Palästinenser wollen eigenen Staat ausrufen
Die Palästinenser wollen Nägel mit Köpfen machen. Der palästinensische Chefunterhändler Saeb Erekat hat gestern angekündigt, man wolle, ohne weitere Verhandlungen abwarten zu wollen, einen eigenen Staat Palästina ausrufen.

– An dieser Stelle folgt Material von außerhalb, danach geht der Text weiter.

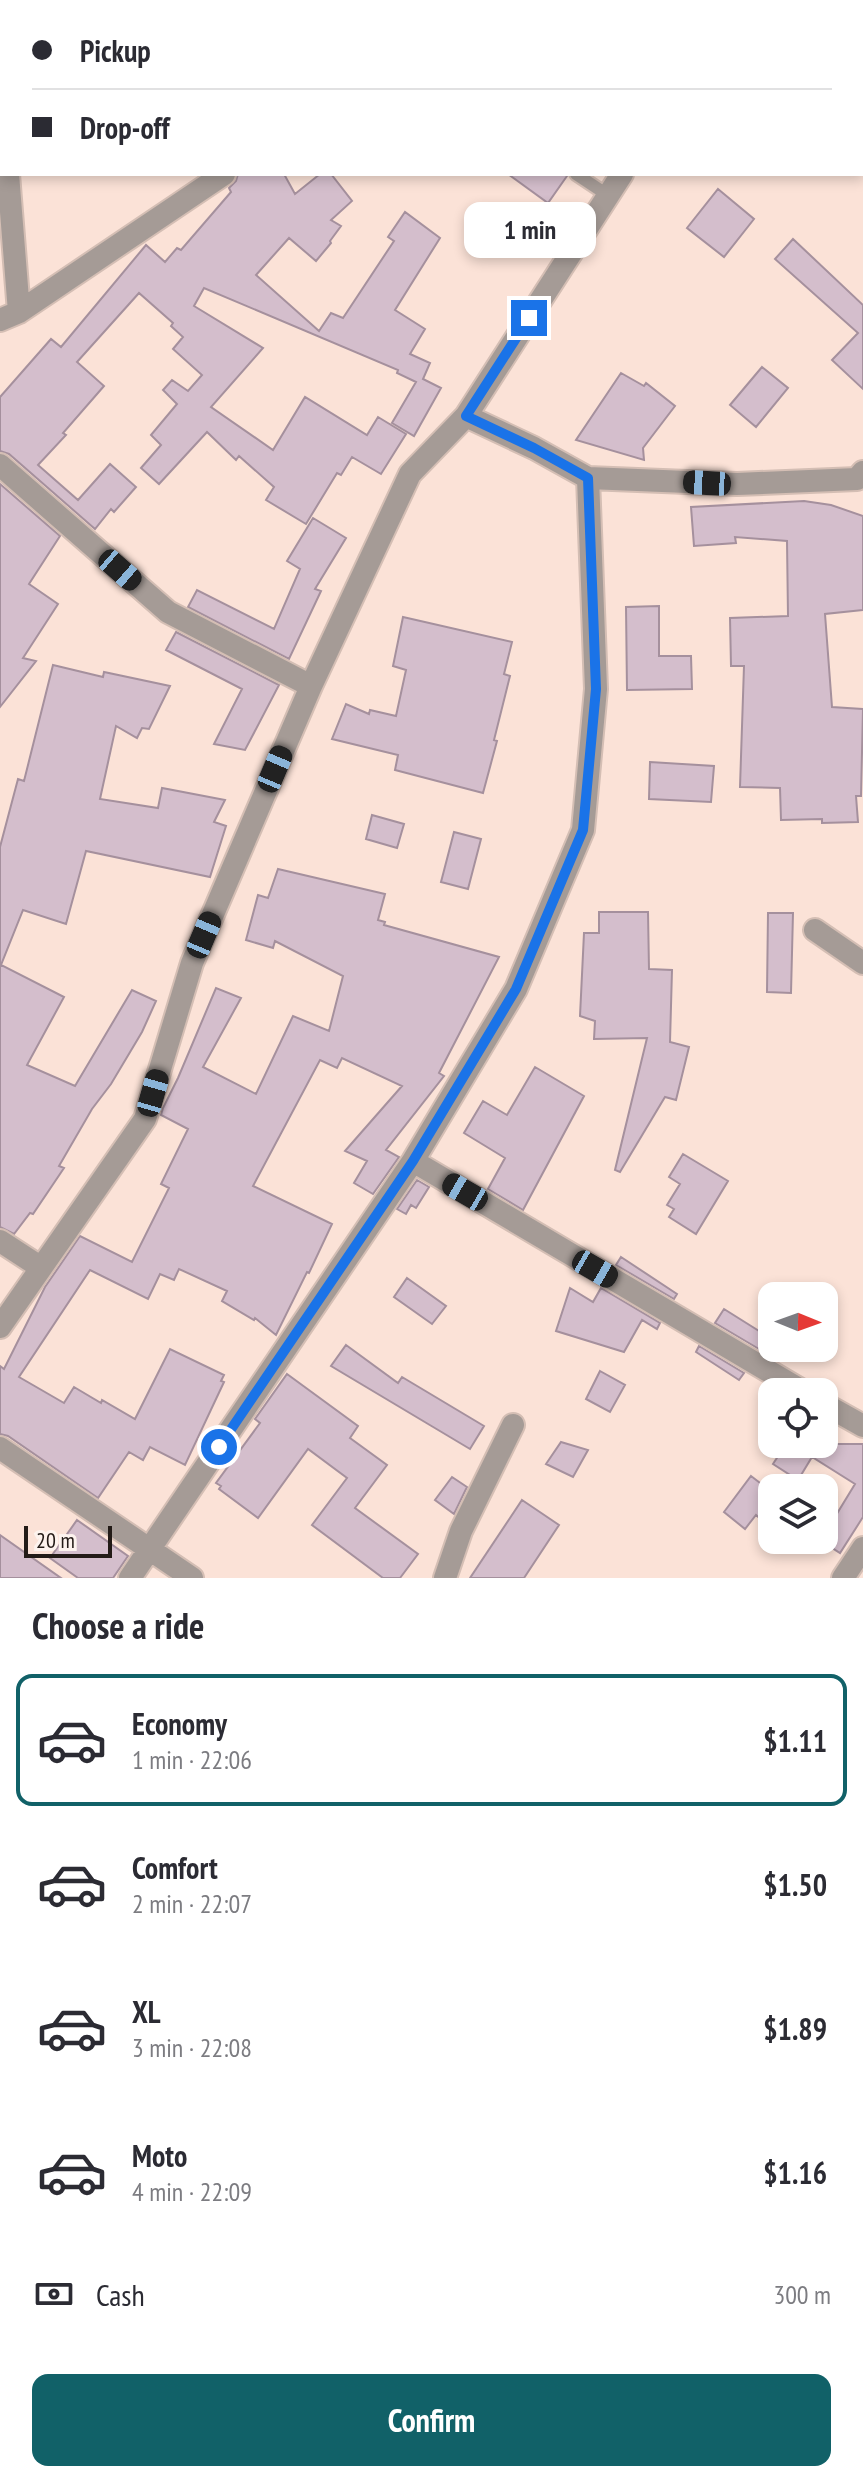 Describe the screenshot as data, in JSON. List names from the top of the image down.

Man will nicht mehr länger warten und die israelische Aufschiebetaktik akzeptieren, sondern sich in der Angelegenheit an den UN-Sicherheitsrat wenden. Die Palästinenser wollen endlich einen eigenen Staat und zwar in den Grenzen von 1967 mit Ost-Jerusalem als Hauptstadt.
Wenn man zurück denkt, erinnert man sich vielleicht noch an die Hoffnungen und Versprechungen, die den Palästinenser gemacht wurden: Einen unabhängigen Staat bis zum Jahresende, war es Ende 2008 oder 2009? Das Datum scheint kaum mehr eine Rolle zu spielen, denn 2008 verhinderte die Gaza-Offensive Israels Verhandlungen zur Gründung eines unabhängigen Palästinas und Ende 2009 sieht es auch nicht besser aus.

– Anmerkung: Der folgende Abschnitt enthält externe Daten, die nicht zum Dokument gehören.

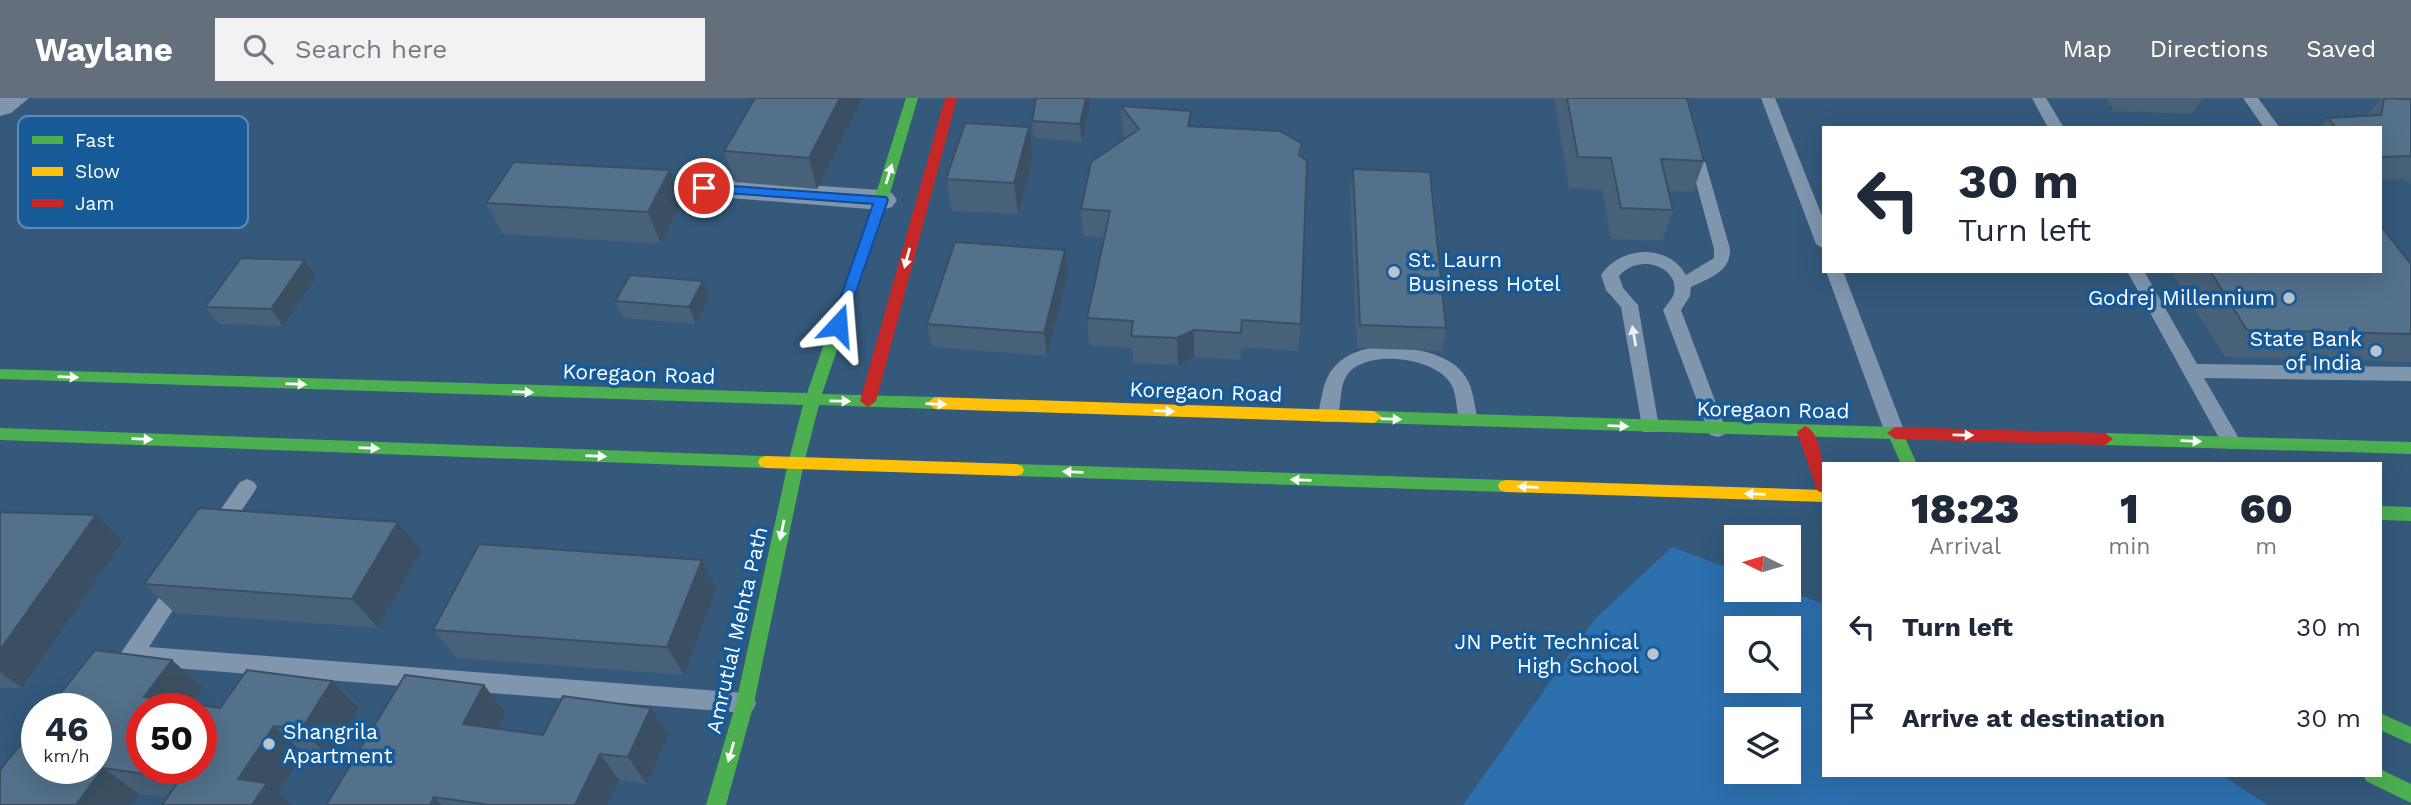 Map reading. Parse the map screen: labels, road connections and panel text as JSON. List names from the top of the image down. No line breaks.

Seit der Gaza-Offensive sind die Verhandlungen zum Erliegen gekommen und bisher nicht wieder aufgenommen worden, trotz Versuche der internationalen Öffentlichkeit in die Angelegenheit einzugreifen. Obama forderte Israel auf, den illegalen Siedlungsbau zu stoppen, der die Palästinenser immer weiter zurückdrängt und immer mehr Land, das eigentlich zum Staat Israel gehört zu besetzten.
Kein Wunder, dass die Palästinenser nun handeln wollen. Die Wiederaufnahme der Friedensverhandlungen scheiterte an Israels egoistischer und aggressiver Politik, die es verhinderte, den Forderungen nach Siedlungsstopp nachzukommen. Amerika unternimmt auch nicht wirklich Schritte, dieses illegale Wachstum Israels zu verhindern, wie auch, ist die USA doch schon seit Jahren eigentlich Spielball Israels, und kuscht bei jeder kleinen Anzweiflung Israels an der Rechtmäßigkeit der Anforderungen.
Nun warnt Netanjahu die Palästinenser, von einer eindeutigen Staatsgründung Abstand zu nehmen und sich zu Friedensverhandlungen bereit zu erklären. Moment mal, hat die palästinensische Seite nicht immer versucht, in diesem Jahr, wieder mit Israel an einen Tisch zu kommen? Forderung der Palästinenser war lediglich, der Stopp des Siedlungsbaus.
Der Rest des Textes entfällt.